**Problem description:** Pick out each line of the records in which the word "linecap" appears.

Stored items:
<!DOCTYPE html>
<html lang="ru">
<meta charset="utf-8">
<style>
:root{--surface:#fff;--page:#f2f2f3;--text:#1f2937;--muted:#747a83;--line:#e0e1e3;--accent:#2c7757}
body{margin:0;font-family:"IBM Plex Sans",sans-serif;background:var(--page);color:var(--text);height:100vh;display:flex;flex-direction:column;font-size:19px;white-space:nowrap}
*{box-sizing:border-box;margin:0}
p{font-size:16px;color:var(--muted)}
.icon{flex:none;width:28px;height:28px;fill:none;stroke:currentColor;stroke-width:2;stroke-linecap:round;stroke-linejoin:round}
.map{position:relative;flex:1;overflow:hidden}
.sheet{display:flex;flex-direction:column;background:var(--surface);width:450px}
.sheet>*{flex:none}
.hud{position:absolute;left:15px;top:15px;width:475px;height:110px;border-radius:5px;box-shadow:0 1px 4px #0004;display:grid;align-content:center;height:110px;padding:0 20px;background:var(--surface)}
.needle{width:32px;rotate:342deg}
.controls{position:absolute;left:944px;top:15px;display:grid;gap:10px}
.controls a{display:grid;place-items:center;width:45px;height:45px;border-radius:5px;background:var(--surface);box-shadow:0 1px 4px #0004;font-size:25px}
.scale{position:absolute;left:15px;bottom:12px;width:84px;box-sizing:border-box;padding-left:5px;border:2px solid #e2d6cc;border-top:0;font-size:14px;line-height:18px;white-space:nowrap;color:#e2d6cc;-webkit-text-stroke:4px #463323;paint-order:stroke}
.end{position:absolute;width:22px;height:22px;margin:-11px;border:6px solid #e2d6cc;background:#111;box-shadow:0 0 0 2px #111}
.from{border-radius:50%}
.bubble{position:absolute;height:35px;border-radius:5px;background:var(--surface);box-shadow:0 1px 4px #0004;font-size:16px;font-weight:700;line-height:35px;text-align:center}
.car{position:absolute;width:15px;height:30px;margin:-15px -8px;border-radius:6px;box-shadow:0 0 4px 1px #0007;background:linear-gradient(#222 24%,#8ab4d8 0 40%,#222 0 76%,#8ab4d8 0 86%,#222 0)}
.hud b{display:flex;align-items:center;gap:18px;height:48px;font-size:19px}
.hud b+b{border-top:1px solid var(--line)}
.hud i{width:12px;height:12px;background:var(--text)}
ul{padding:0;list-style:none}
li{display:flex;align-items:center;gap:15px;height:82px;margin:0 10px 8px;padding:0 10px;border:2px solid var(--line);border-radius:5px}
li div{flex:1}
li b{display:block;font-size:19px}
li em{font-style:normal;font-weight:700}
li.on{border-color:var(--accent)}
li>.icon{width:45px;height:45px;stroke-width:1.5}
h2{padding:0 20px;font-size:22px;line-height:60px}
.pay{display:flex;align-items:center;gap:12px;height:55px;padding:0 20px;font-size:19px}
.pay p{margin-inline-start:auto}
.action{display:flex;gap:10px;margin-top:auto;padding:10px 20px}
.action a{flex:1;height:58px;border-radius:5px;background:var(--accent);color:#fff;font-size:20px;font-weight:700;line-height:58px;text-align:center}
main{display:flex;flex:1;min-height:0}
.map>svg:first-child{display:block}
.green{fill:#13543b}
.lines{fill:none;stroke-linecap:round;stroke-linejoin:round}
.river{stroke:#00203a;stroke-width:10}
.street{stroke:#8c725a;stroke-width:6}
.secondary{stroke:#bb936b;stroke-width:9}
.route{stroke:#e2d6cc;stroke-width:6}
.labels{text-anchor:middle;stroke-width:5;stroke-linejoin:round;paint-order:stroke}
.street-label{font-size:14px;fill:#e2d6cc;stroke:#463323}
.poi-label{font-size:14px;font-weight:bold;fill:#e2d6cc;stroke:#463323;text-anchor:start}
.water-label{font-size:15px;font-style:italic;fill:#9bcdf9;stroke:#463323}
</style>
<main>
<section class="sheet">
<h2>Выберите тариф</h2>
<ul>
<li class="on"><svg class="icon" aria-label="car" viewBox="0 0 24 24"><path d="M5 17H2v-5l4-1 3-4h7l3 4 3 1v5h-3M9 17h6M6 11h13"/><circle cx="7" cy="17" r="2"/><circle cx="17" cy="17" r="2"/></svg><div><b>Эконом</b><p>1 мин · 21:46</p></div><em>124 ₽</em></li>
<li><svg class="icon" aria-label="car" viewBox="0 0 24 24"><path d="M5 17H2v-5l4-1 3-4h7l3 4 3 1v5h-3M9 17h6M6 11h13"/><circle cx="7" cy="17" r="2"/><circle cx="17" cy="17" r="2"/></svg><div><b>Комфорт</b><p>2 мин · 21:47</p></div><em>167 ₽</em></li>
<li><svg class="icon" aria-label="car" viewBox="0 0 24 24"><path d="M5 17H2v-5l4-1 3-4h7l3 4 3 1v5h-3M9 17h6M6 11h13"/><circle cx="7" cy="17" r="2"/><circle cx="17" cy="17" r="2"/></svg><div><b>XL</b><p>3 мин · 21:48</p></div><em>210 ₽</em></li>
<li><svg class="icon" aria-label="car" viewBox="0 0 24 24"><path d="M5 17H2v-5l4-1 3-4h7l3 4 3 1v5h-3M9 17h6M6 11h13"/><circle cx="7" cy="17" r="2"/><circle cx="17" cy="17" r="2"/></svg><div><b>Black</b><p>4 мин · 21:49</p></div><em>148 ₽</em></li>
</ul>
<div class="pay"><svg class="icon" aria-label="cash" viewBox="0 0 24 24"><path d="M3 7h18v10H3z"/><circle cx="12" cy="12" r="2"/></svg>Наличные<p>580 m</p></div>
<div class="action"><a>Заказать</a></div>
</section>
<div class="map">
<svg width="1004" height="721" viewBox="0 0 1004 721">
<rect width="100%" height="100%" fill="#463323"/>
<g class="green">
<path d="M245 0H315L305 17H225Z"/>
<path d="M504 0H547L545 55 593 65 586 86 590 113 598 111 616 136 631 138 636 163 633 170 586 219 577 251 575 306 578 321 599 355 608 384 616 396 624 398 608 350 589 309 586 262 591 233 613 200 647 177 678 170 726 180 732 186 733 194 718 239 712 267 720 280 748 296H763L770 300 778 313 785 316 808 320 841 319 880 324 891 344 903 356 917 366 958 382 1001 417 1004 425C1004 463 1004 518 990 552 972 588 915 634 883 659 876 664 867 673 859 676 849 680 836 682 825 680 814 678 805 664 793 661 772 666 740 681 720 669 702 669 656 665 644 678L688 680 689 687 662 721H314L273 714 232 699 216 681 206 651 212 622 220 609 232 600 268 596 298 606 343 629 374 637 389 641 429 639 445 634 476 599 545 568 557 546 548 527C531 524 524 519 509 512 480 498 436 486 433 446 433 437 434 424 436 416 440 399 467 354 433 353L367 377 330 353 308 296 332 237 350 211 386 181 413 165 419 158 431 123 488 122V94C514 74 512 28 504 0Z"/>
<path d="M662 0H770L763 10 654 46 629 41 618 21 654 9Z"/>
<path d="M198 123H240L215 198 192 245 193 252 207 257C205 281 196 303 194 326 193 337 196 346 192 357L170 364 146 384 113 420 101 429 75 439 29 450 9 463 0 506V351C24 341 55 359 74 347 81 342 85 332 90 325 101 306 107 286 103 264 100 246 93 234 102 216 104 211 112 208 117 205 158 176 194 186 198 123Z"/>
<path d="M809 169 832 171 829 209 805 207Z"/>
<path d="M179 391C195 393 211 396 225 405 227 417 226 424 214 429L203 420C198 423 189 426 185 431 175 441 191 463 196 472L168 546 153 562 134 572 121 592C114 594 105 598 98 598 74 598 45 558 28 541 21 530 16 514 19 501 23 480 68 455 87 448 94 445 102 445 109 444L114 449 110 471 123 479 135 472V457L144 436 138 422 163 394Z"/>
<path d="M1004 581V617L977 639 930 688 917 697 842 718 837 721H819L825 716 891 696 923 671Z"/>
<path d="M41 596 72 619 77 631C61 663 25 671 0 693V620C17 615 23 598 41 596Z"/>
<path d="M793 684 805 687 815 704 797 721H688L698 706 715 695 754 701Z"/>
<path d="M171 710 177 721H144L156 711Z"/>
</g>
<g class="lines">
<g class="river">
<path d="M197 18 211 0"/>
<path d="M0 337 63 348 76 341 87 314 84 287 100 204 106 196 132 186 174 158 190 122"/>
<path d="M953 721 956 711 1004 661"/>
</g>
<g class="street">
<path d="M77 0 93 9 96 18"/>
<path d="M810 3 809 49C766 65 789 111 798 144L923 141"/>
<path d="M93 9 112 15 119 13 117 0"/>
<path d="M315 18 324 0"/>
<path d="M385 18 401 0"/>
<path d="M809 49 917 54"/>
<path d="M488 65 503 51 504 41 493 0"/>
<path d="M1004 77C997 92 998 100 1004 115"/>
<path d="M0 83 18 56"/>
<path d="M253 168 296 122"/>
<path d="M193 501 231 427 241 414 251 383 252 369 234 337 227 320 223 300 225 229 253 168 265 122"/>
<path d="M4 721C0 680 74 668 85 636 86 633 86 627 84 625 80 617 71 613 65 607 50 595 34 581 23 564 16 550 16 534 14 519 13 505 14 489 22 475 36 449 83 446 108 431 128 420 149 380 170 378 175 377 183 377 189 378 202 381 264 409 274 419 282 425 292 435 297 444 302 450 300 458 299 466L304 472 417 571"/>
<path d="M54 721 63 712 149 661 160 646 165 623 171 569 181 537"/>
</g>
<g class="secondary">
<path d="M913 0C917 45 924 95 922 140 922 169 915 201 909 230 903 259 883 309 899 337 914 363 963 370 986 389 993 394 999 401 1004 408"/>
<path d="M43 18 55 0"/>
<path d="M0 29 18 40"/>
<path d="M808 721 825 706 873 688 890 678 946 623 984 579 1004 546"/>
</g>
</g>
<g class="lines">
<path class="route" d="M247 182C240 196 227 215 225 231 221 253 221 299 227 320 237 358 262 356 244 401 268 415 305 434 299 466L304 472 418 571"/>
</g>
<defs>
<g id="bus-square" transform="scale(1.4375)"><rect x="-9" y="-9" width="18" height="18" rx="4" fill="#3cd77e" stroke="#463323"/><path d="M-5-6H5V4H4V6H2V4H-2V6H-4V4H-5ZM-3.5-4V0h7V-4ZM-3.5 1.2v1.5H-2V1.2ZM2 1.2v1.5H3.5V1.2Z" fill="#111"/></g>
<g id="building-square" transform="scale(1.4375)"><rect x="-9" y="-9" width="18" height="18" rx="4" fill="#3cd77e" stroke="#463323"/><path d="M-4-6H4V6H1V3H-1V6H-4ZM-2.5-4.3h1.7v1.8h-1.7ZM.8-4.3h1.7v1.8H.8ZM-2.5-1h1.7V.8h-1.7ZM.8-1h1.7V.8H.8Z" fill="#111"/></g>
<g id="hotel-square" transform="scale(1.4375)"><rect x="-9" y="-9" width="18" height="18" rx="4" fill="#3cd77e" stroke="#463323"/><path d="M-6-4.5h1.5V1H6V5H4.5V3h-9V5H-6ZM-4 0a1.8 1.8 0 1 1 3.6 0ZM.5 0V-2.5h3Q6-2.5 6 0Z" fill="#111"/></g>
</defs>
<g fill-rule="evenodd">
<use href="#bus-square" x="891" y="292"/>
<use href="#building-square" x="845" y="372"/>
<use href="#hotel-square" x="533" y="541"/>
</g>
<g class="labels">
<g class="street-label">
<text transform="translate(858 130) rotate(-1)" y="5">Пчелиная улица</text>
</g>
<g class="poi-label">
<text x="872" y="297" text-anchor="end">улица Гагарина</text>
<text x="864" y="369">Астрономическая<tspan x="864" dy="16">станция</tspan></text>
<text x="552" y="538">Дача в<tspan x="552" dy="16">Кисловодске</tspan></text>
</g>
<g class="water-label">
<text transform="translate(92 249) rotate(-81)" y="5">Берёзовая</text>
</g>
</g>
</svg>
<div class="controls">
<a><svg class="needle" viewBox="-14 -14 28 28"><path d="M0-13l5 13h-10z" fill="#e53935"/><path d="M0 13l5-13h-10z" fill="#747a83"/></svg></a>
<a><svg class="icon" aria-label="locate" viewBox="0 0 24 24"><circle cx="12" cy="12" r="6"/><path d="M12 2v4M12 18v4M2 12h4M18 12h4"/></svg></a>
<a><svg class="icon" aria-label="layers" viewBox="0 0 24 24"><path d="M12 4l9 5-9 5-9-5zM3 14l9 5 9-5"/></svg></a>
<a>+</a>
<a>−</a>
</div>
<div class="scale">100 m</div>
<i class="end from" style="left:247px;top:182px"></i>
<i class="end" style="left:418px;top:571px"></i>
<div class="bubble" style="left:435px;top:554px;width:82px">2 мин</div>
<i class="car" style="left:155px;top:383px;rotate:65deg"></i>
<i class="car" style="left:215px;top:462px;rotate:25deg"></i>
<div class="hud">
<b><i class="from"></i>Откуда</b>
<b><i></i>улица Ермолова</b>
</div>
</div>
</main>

**The answer:**
.icon{flex:none;width:28px;height:28px;fill:none;stroke:currentColor;stroke-width:2;stroke-linecap:round;stroke-linejoin:round}
.lines{fill:none;stroke-linecap:round;stroke-linejoin:round}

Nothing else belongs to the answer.